[REQUIRED WORK] An exact copy of all the entries is what is needed here.

[DATA TO EXAMINE]

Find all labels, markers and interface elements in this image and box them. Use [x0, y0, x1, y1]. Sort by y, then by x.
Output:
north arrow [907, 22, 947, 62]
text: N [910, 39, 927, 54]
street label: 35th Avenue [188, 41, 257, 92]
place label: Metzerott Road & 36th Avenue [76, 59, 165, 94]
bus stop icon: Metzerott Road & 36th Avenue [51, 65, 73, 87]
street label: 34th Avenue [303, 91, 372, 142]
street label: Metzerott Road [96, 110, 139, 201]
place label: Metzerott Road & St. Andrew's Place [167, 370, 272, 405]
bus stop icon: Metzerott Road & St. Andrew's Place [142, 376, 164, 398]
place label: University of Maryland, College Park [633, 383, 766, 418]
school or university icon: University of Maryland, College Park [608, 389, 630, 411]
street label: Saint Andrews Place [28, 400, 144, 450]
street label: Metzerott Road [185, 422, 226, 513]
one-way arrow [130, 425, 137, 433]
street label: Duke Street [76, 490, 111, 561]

[SOLUTION BELOW]
Find all labels, markers and interface elements in this image and box them. Use [x0, y0, x1, y1]. Sort by y, then by x.
Output:
north arrow [907, 22, 947, 62]
text: N [910, 39, 927, 54]
street label: 35th Avenue [188, 41, 257, 92]
place label: Metzerott Road & 36th Avenue [76, 59, 165, 94]
bus stop icon: Metzerott Road & 36th Avenue [51, 65, 73, 87]
street label: 34th Avenue [303, 91, 372, 142]
street label: Metzerott Road [96, 110, 139, 201]
place label: Metzerott Road & St. Andrew's Place [167, 370, 272, 405]
bus stop icon: Metzerott Road & St. Andrew's Place [142, 376, 164, 398]
place label: University of Maryland, College Park [633, 383, 766, 418]
school or university icon: University of Maryland, College Park [608, 389, 630, 411]
street label: Saint Andrews Place [28, 400, 144, 450]
street label: Metzerott Road [185, 422, 226, 513]
one-way arrow [130, 425, 137, 433]
street label: Duke Street [76, 490, 111, 561]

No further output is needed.